Introduction
There is no difference to the meanings below due to the data model; these are relational database management system (RDBMS) concepts. Whether you are using a normalized model or a dimensional model, the "primary key", "surrogate key", "natural key", and "alternate key" terms all have the same meanings.A Google search turned up lots of places to read up on keys, including these:
- http://en.wikipedia.org/wiki/Unique_key
- http://en.wikipedia.org/wiki/Surrogate_key
- http://www.dbdebunk.com/page/page/622337.htm
- http://databases.about.com/cs/administration/g/primarykey.htm
- Methods for primary and secondary key selection (Data base management)
Primary Key
A Primary Key (PK) in a database table uniquely identifies a row in the table. There can be only one PK per table. Depending on the database engine being used, a PK may require the explicit creation of a unique index or the database engine may automatically create such an index for the column or columns identified as the PK column(s).A primary key can consist of a single column using a "surrogate" value or be made up of one or more columns in the table that will uniquely identify a row (also called a "natural" or "meaningful" key).
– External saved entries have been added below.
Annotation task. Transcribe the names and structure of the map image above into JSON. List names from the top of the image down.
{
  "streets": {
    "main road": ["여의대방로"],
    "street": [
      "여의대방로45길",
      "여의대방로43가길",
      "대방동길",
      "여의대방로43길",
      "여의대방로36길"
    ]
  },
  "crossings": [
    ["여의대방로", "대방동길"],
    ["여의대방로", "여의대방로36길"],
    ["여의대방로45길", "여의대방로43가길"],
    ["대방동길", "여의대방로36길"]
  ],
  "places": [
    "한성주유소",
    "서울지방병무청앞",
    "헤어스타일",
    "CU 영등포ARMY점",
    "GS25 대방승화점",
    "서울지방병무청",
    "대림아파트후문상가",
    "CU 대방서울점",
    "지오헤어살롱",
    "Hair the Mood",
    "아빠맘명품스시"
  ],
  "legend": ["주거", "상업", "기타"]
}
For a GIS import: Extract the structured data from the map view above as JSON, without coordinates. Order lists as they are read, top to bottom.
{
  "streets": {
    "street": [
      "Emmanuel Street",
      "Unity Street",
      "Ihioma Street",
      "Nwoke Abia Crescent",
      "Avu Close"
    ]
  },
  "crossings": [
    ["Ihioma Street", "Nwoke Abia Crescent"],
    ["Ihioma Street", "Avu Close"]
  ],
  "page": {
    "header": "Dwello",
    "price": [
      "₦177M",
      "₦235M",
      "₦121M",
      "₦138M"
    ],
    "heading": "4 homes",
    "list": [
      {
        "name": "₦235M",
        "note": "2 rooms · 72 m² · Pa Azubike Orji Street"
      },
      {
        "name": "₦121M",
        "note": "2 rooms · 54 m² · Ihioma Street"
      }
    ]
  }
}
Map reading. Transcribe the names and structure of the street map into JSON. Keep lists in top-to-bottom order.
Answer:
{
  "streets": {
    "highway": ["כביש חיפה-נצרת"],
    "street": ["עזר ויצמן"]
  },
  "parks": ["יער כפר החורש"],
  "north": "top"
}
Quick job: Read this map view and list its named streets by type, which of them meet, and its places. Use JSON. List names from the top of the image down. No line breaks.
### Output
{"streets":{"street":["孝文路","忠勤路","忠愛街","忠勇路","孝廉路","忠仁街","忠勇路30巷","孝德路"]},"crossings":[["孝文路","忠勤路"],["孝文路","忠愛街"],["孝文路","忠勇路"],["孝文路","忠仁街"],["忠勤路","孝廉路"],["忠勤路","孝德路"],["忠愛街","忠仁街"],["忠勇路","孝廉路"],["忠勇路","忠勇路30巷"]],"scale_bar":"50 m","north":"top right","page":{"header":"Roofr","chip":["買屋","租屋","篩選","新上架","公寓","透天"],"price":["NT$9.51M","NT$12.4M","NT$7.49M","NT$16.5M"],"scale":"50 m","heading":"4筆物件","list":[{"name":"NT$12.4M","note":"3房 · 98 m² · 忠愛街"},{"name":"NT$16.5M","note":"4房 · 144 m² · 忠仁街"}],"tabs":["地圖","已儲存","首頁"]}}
Surrogate Key, aka Meaningless Key
The term "Surrogate Key" describes a particular type of Primary Key (PK). There really is no such thing as a "Surrogate Key". There are Primary Keys that use surrogate values. A PK that uses a surrogate value always consists of only one column.The surrogate value is generally a system-generated value that nobody would know what it is to search for from a query. This PK may then be used as a foreign key (FK) in other tables and used for join conditions.
A Primary Key that uses a surrogate value is also known as a "meaningless" key. A table with only a "surrogate key" (primary key using an arbitrary value) must have an alternate key (AK) (see below). Without an AK, it is very likely that there will be "duplicate" rows in the table. An explanation of this follows below.
Natural Key, aka Meaningful Key
The other type of PK is called a "natural key". A natural (or meaningful) primary key is made up of one or more columns in a row that uniquely identify that row. The column or columns used for a natural key contain values that have meaning to the business.If the natural key is the PK, then there can be no surrogate key. If the natural key is not the PK, it is an alternate key.
Alternate Key
While there can be only one primary key in a table, there may be more than one "alternate" keys in a table. These alternate keys are controlled by one or more unique indexes. A table with only a "surrogate key" (primary key using an arbitrary number) and no unique index for an alternate key is useless - you are doomed to have duplicates in rows for every column EXCEPT the surrogate key which does not help you find a unique row at all.Generally, the columns used for the alternate key(s) are the columns that people will use in their queries to find a unique row, but the joins to other tables will be done using the single PK column comprising the "meaningless key" with the PK column being used as a FK column in those other tables.
The use of surrogate key values prevents the need to duplicate multiple columns in "child" tables just to be able to find the children of the "parent" record in a JOIN (or vice versa).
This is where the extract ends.